A lo largo del día, Roman no pudo evitar pensar en la situación desde un punto de vista más personal. La niña dormía profundamente, la idea de que esa pequeña, tan vulnerable, dependiera de ellos, le generaba una inquietud que no lograba disipar, un temor alojado entre pecho y espalda. Por un lado, sentía ternura y protección por Valentina cada que lo veía, pero por otro, no podía evitar preguntarse si estaban listos para afrontar una responsabilidad tan grande.

La presencia de la niña, aunque pequeña, parecía alterar la dinámica que habían construido juntos y, en su interior, Roman se sentía dividido entre el deseo de cuidar y el temor a no estar a la altura.

Mientras tanto, Aitana, consciente de la importancia de formalizar su situación, tuvo que tomar a la niña en brazos y acudir al bufete para solicitar un permiso por maternidad. Sabía que debía hacerlo, necesitaba una especie de vacaciones para organizar su vida lo mejor posible.

Cuando llegó, su jefe la recibió con una expresión de sorpresa y algo de incomodidad.

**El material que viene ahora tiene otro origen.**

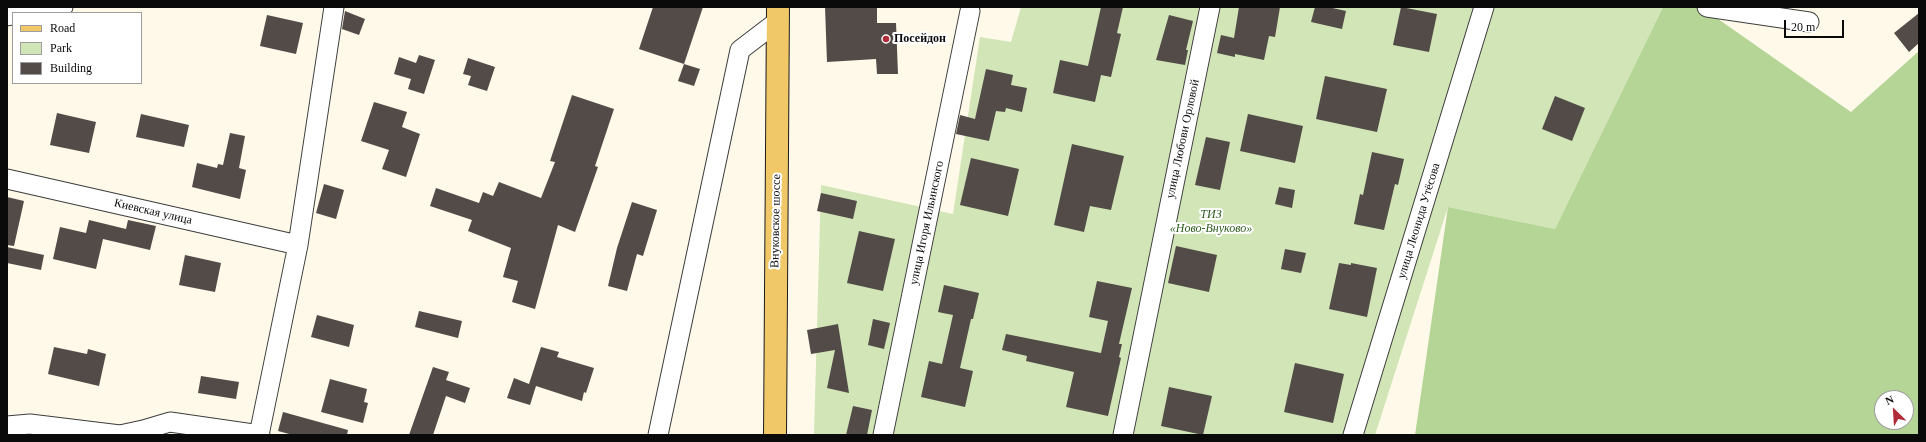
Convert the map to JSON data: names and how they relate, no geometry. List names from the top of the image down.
{
  "streets": {
    "main road": ["Внуковское шоссе"],
    "street": [
      "улица Любови Орловой",
      "Киевская улица",
      "улица Леонида Утёсова",
      "улица Игоря Ильинского"
    ]
  },
  "parks": ["ТИЗ «Ново-Внуково»"],
  "places": ["Посейдон"],
  "legend": ["Road", "Park", "Building"],
  "scale_bar": "20 m",
  "north": "top left"
}
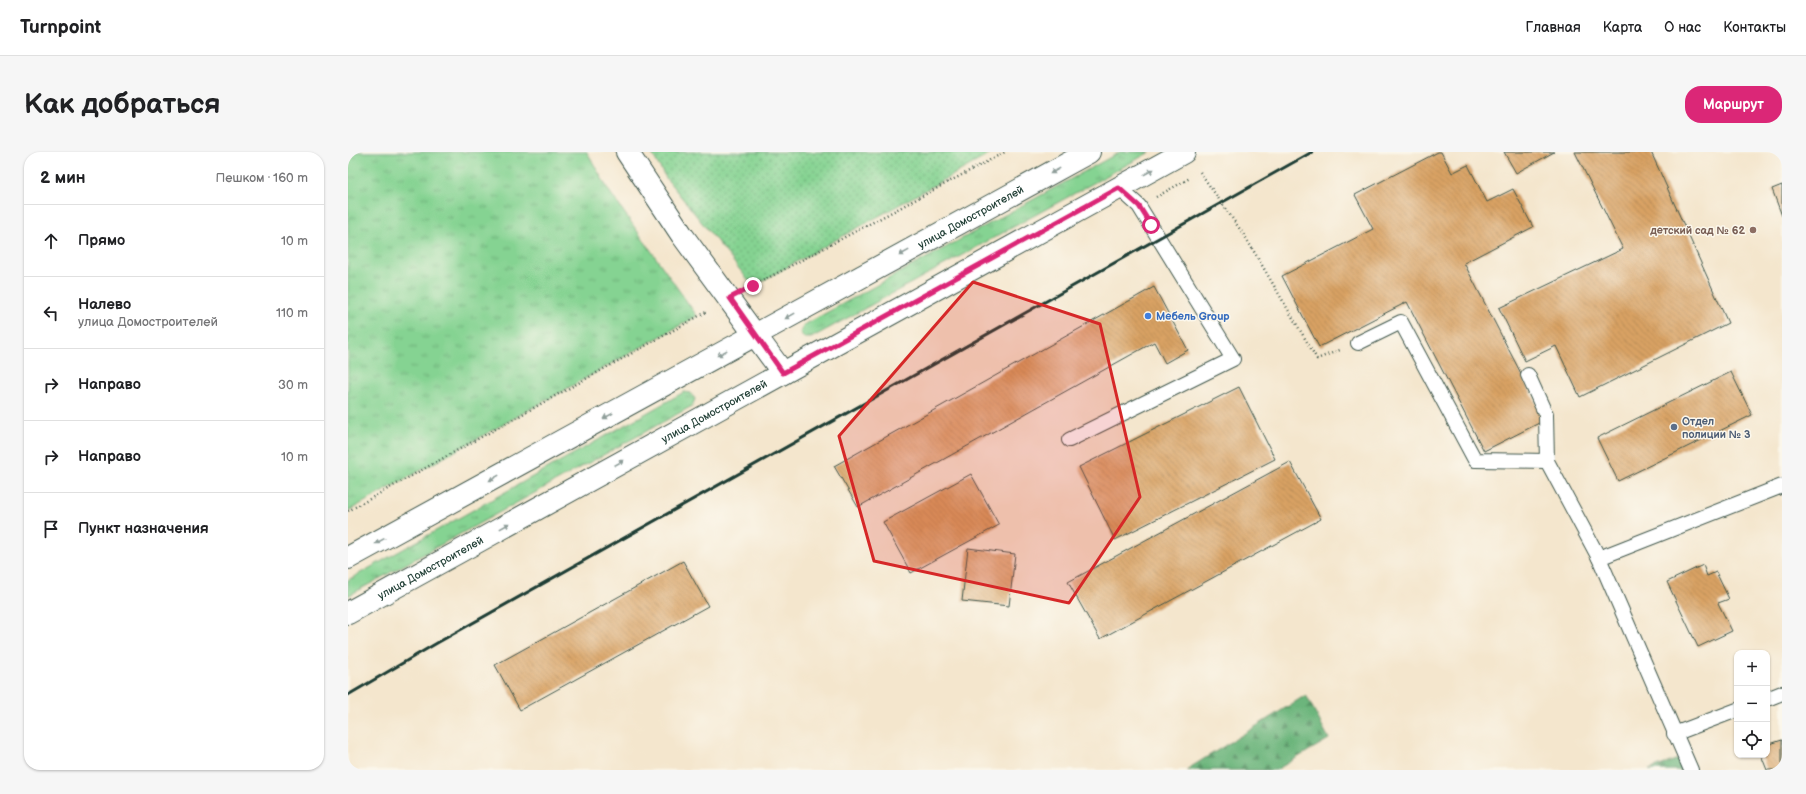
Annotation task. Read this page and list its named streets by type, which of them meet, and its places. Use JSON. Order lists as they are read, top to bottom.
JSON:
{
  "streets": {
    "main road": ["улица Домостроителей"]
  },
  "places": ["детский сад № 62", "Мебель Group", "Отдел полиции № 3"],
  "page": {
    "header": "Turnpoint",
    "nav": [
      "Главная",
      "Карта",
      "О нас",
      "Контакты"
    ],
    "buttons": "Маршрут",
    "title": "Как добраться",
    "heading": ["2 мин", "Пешком · 160 m"],
    "list": [
      ["Прямо", "10 m"],
      ["Налево", "улица Домостроителей", "110 m"],
      ["Направо", "30 m"],
      ["Направо", "10 m"],
      "Пункт назначения"
    ],
    "map_buttons": ["+", "−"]
  }
}
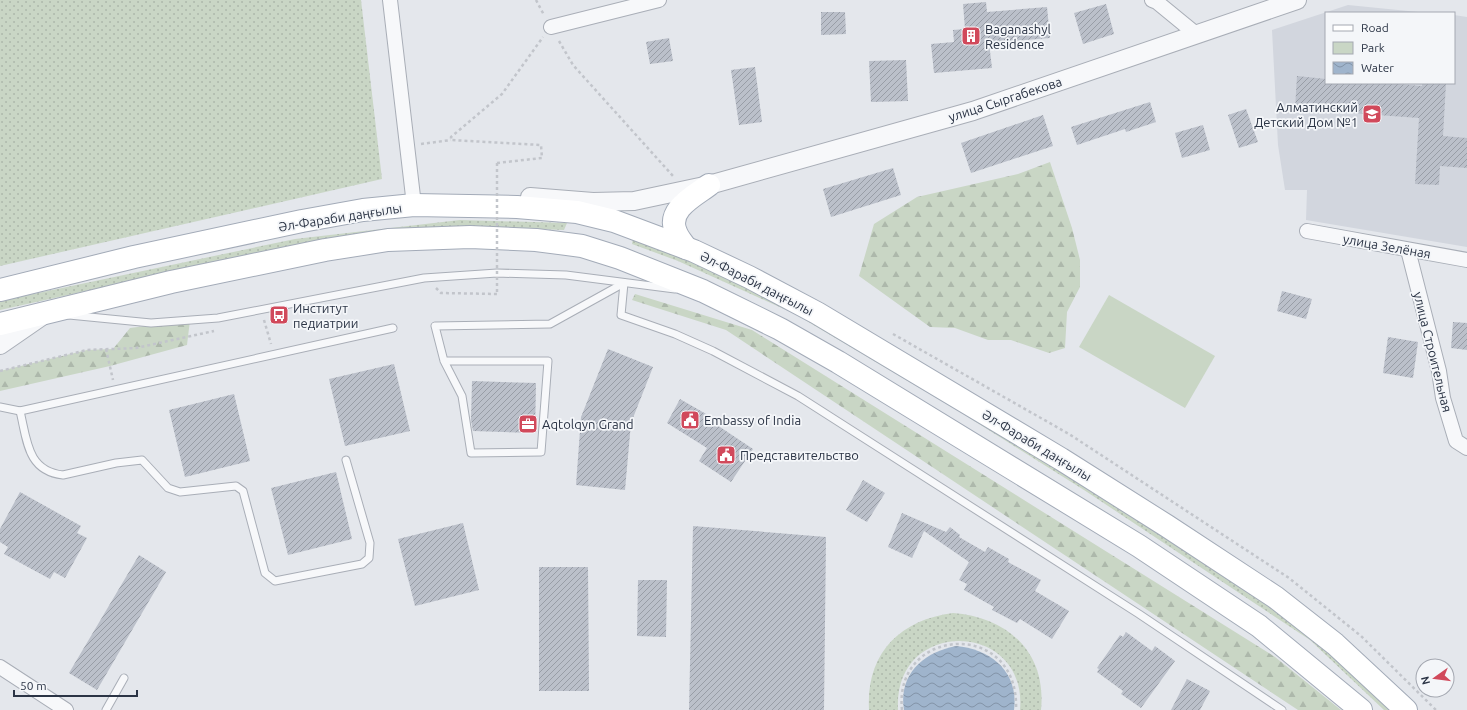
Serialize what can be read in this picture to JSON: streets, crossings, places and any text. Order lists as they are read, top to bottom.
{
  "streets": {
    "main road": ["Әл-Фараби даңғылы"],
    "street": ["улица Сыргабекова", "улица Зелёная", "улица Строительная"]
  },
  "crossings": [
    ["улица Сыргабекова", "Әл-Фараби даңғылы"],
    ["улица Зелёная", "улица Строительная"]
  ],
  "places": {
    "building": ["Baganashyl Residence"],
    "school or university": ["Алматинский Детский Дом №1"],
    "bus stop": ["Институт педиатрии"],
    "public building": ["Embassy of India", "Представительство"],
    "office": ["Aqtolqyn Grand"]
  },
  "legend": ["Road", "Park", "Water"],
  "scale_bar": "50 m",
  "north": "left"
}
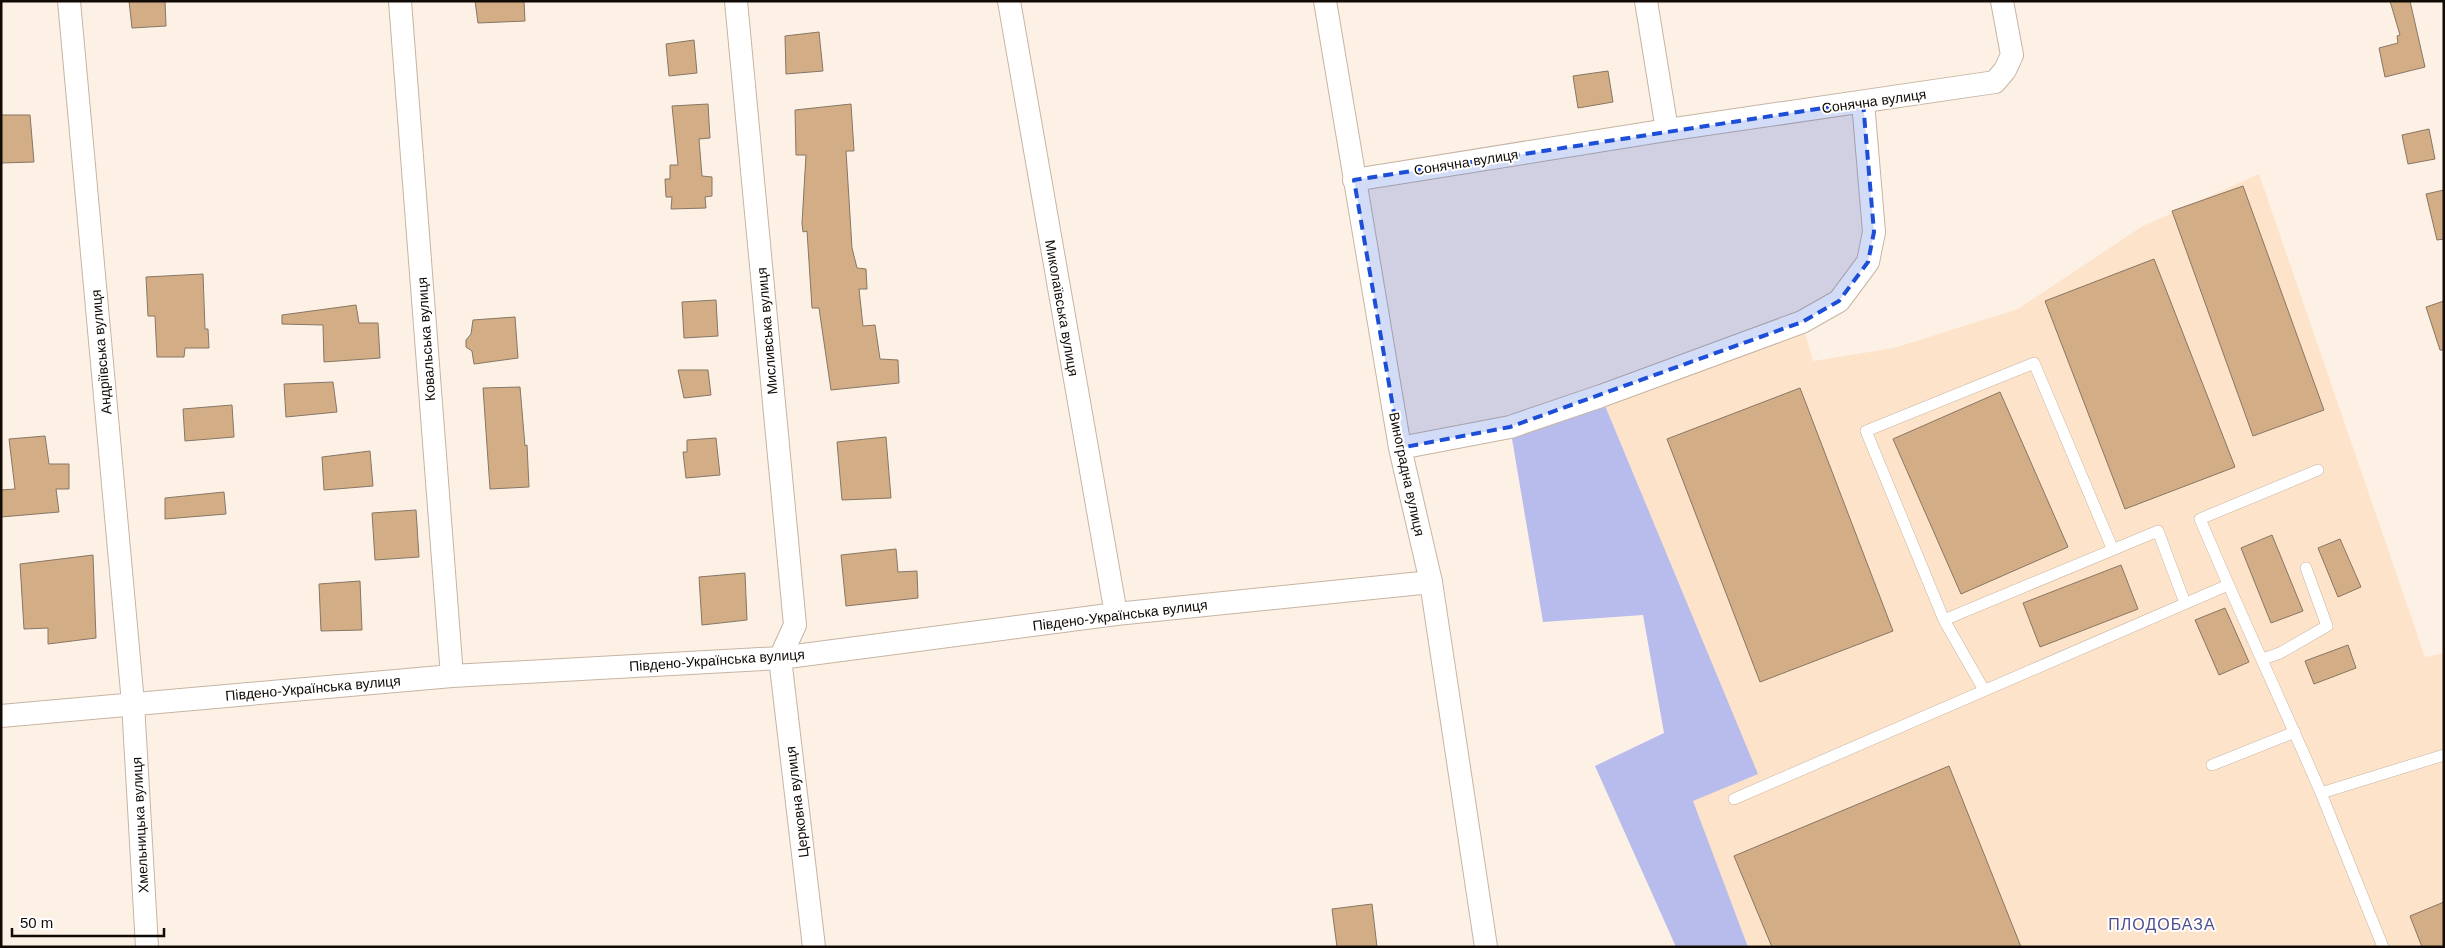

—Aitana, no esperaba verte en este momento —dijo, ajustándose las gafas y observando a la niña en sus brazos—. ¿Qué puedo hacer por ti?

—Necesito solicitar un permiso por maternidad —respondió con firmeza y sin rodeos, aunque su voz temblaba ligeramente—. La situación ha cambiado mucho para mí en los últimos días, asesinaron a mi hermana, tengo una sobrina que cuidar, no tengo ni idea de cómo hacerlo orque yo nunca quise esto, pero no puedo fallarle a mi hermana, ni fallarle a mi sobrina... y necesito tiempo para cuidar de Valentina, soy lo único que tiene ahora y... necesito tiempo.

El jefe frunció el ceño, claramente desconcertado.

—Aitana, tú no eres madre, y no puedo concederte un permiso por maternidad. Eso es para quienes tienen hijos biológicos o adoptados. La niña es tu sobrina, no tu hija.—Aitana tomó aire y explicó con calma pero con determinación.

—Entiendo, pero en este caso, soy la única familiar que tiene Valentina. La niña acaba de perder a su madre y no tiene a nadie más. Es como si fuera mi hija ahora, y necesito tiempo para cuidarla y estabilizarla. No puedo dejarla sola en este momento.

El jefe la miró con cierta incredulidad, y tras unos segundos de silencio, respondió con tono renuente.

—Bueno, considerando la situación, puedo concederte un permiso de dos meses, además de algunos días extras por compensación. Pero quiero que sepas que esto no será una norma y que debes volver al trabajo inmediatamente después. No podemos permitir retrasos por tu situación personal.

Aitana sintió cómo la indignación le subía por la garganta, pero se mordió la lengua y asintió.

—Gracias, lo aprecio mucho —dijo, con una mezcla de alivio y frustración—. Solo quiero que entiendas que esto es por una circunstancia excepcional, soy de las mejores abogadas de este lugar y sabes lo importante que es mi trabajo... lo solucionaré de alguna manera, no sé cómo, pero lo haré.